The snowfall grew heavier.

       'Maybe I can catch one coming out to relieve himself,' Frank said under his breath.

       He moved closer to the outhouse. Things were too quiet, and that had an unsettling effect on him. But the silence could also be a blessing if he used it to his advantage.

         * * * *

Big John Meeker had been drinking all night and most of the morning. He felt like his bladder was about to burst open any minute. He was wanted for bank robbery over in Mississippi, and for a killing in Indian Territory involving a trading post operator and his wife. John stood over the two-holer, letting his steamy water flow into the hole dug beneath the bench-wood seats. This waiting for Ned Pine's adversary was getting the best of him, and there was no money to be made from killing an old gunfighter like Frank Morgan. Unless there was a profit in it, John had little patience for personal grudges. Ned was out of his head with a need for vengeance against this shootist named Morgan, a gunman well past his prime. None of this made any sense to a man like John Meeker.

       'That's better,' he sighed when his bladder finally emptied into the pit.

       Pale light suddenly flooded the outhouse. John turned his head to see who had opened the door.

       A knife blade was rammed between his ribs ... he only caught a glimpse of the figure who stood behind him.

       Without buttoning the front of his pants, John jerked his Navy Colt .44 free and staggered outside, cocking the hammer with blood cascading down the back of his mackinaw in regular spurts, while pain coursed through his ribs.

       'You sneaky son of a bitch!' John cried, unable to find the man who had knifed him.

       With nothing to aim at, John let the Colt drop to his side as chains of white-hot agony shot through his body.

       His trigger finger curled. A deafening explosion filled the quiet valley, followed by a howl of pain when John, a professional gunman by trade, shot himself in the right foot with his own .44-caliber slug.

       'Damn, damn, damn!' John shrieked, hopping around on his good leg, spraying blood all over the snow from both of his wounds.

       'What the hell was that?' a voice demanded from a back door of the log cabin.

       John was in too much pain to answer.

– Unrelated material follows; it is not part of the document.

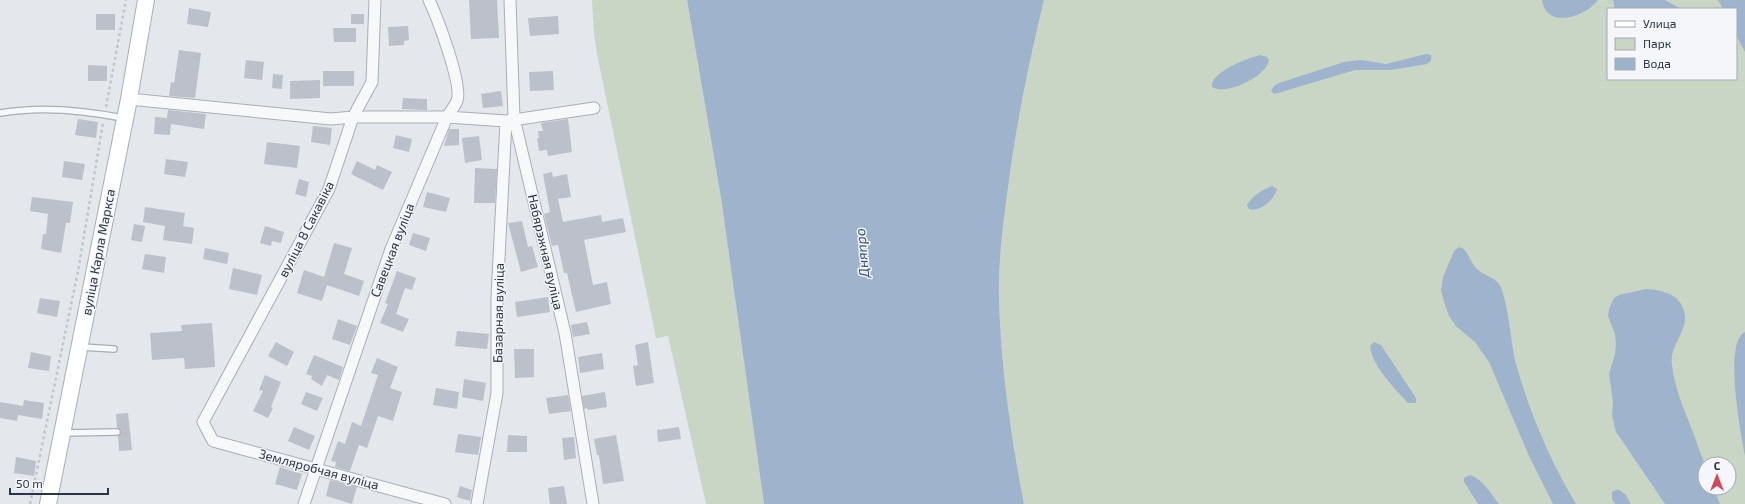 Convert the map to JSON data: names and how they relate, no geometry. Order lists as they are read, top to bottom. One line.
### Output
{"streets":{"main road":["вуліца Карла Маркса"],"street":["вуліца 8 Сакавіка","Савецкая вуліца","Набярэжная вуліца","Базарная вуліца","Земляробчая вуліца"]},"crossings":[["вуліца 8 Сакавіка","Земляробчая вуліца"],["Савецкая вуліца","Земляробчая вуліца"],["Набярэжная вуліца","Базарная вуліца"]],"water":["Дняпро"],"legend":["Улица","Парк","Вода"],"scale_bar":"50 m","north":"top"} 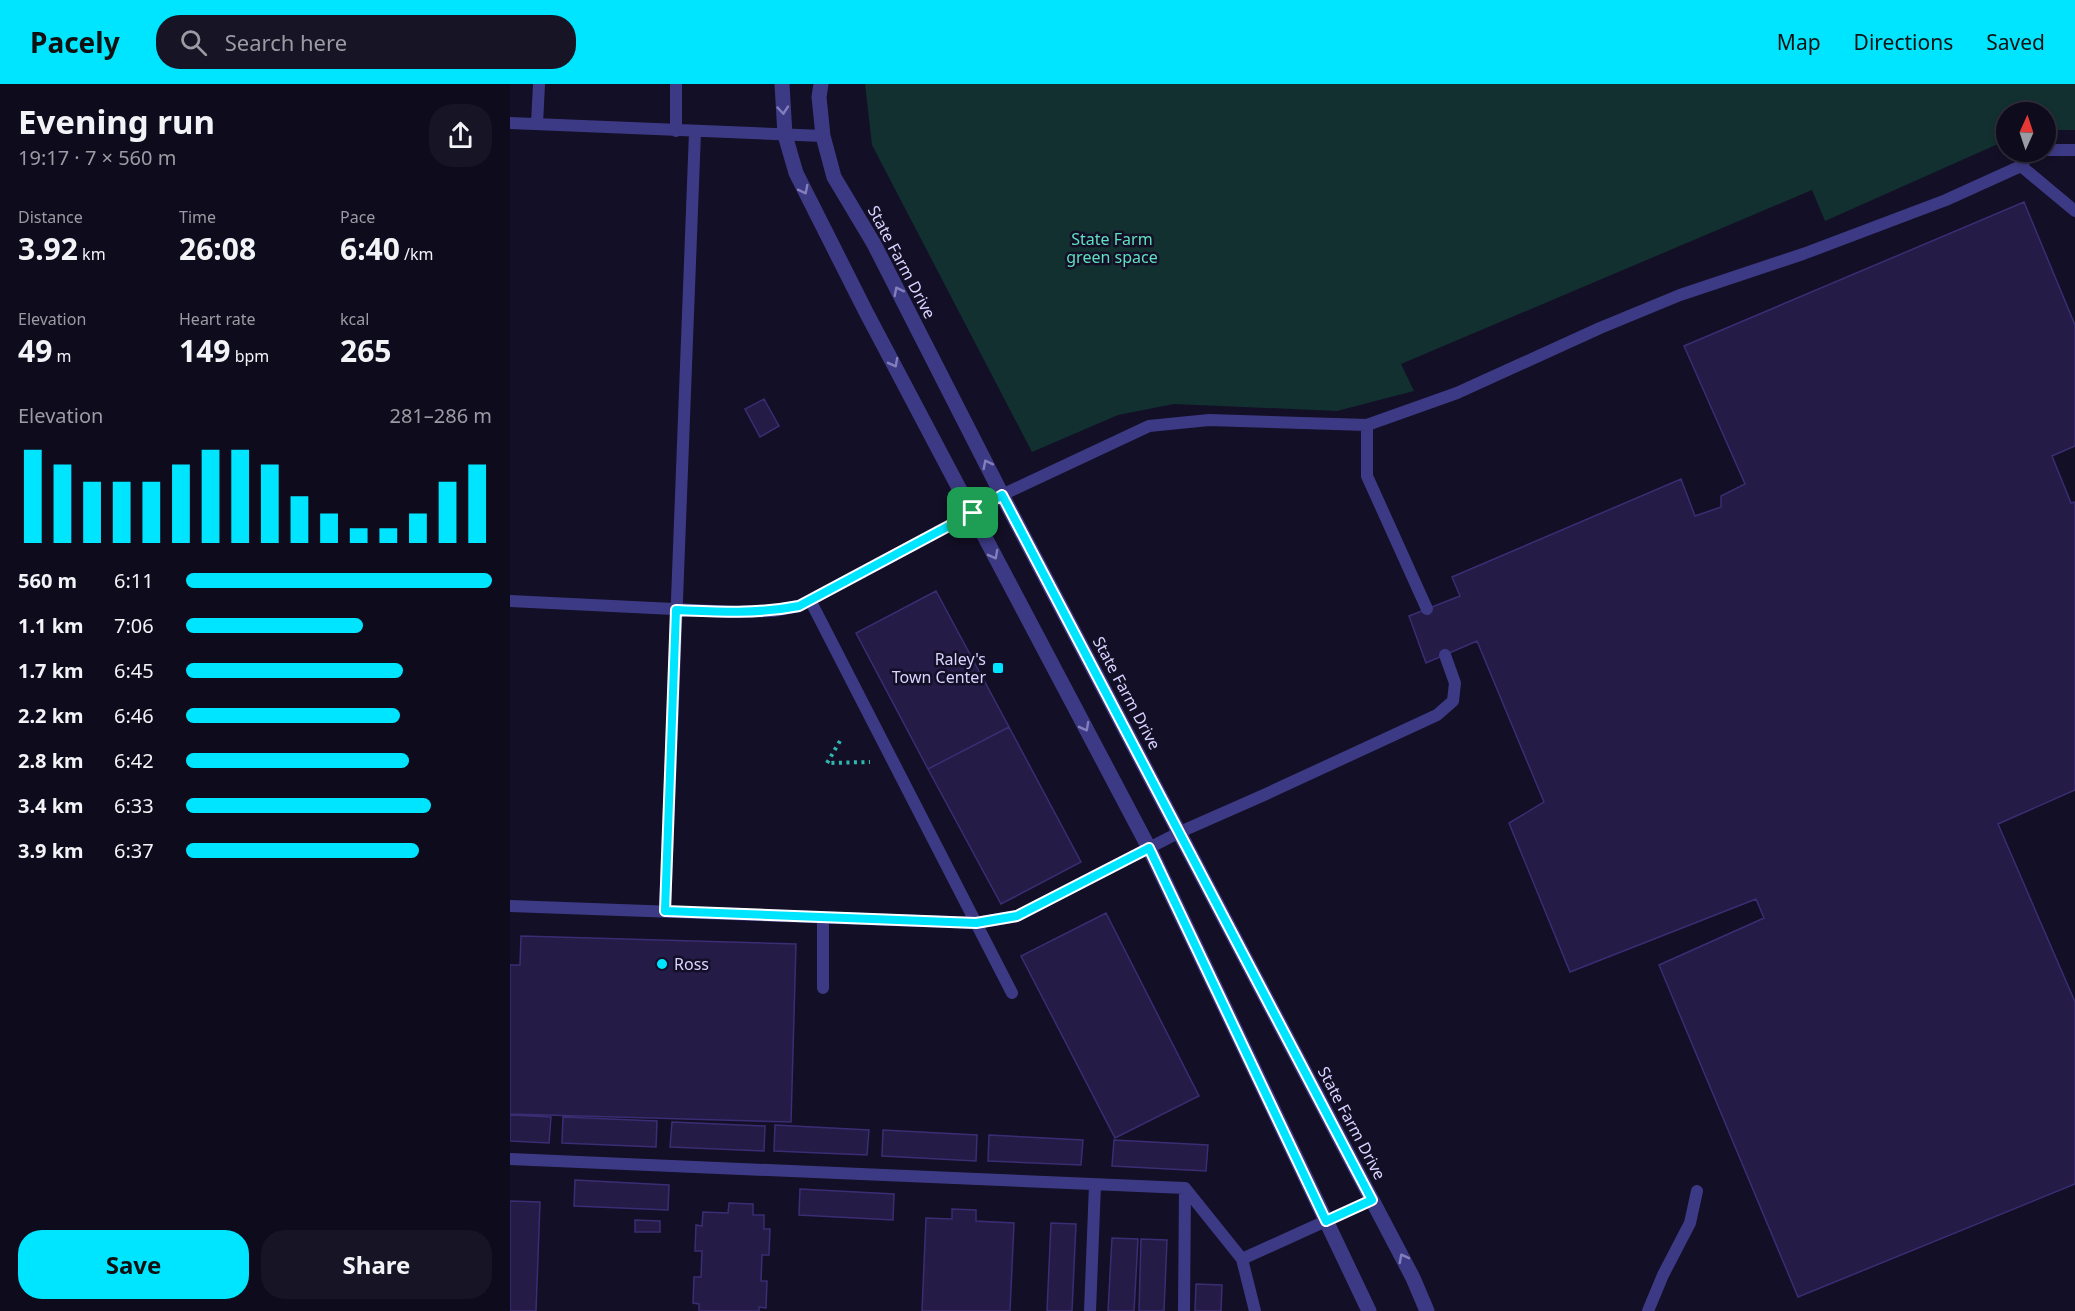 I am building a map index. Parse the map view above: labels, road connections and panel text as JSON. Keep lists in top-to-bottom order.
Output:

       'Look,' another whiskey-thick voice said. 'Ol' John went an' shot hisself in the foot.'

       'Wonder how come he did that? All he said he was gonna do was take a piss....'

       'He's dead drunk, Billy. When a man's that drunk he's liable to do anything.'

       John continued to hop around in a circle, reaching for his bloody boot.

       'What'll we do, Clyde?'

       'Let the dumb sumbitch dance out there in the snow. If he ain't got enough sense to keep from shootin' himself, then let him jump up and down.'

       As Clyde spoke, a rifle thundered from a stand of pines behind the cabin. Billy Willis, a horse thief from Nebraska Territory, fell down in a heap in the cabin doorway with his hands gripping his belly.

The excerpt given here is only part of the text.